When Wyoming Governor Mark Gordon told the Environmental Protection Agency in 2023 that the state would not be applying for federal grant money to reduce pollution and greenhouse gases, he left most communities in the state without access to potentially transformative funds to upgrade infrastructure, reduce pollution and bring down costs for local governments.
But in the nation’s most sparsely populated state, only two cities and the Northern Arapaho and Eastern Shoshone tribes could qualify on their own for Climate Pollution Reduction Grants (CPRG) from the $4.6 billion made available to states, cities, tribes and territories under the Inflation Reduction Act to reduce greenhouse gas emissions and air pollution. On April 1, Cheyenne, Wyoming’s capital, submitted its application for more than $99 million to cover most of the costs of building two solar farms and making upgrades to both of its wastewater treatment plants.
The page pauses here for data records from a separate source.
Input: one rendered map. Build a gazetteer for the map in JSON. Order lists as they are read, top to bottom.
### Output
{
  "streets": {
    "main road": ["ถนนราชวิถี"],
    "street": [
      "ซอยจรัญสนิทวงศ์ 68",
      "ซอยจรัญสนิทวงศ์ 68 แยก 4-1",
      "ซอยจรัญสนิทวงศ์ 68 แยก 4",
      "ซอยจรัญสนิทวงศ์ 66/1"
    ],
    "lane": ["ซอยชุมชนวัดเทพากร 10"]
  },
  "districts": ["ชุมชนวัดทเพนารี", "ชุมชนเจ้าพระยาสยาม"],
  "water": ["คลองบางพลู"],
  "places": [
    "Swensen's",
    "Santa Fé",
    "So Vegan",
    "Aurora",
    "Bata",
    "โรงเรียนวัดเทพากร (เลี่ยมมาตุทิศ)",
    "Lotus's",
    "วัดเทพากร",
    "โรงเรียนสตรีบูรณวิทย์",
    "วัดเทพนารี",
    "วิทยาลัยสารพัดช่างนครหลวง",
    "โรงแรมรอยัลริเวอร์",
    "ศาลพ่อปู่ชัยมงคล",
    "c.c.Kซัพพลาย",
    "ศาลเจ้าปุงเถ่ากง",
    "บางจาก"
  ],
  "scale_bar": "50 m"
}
The Northern Arapaho, which is qualified to apply for the $4.6 billion in general funding, met the EPA’s deadline to do so earlier this month. The tribe is also eligible for $300 million in EPA tribal funding, for which it is finalizing an application ahead of a May 1 deadline. The tribe hopes federal money will fund a solar-powered micro-grid on its reservation, enable weatherization and energy efficiency upgrades to residents’ homes and help convert the tribe’s vehicle fleet to electric and hybrid cars.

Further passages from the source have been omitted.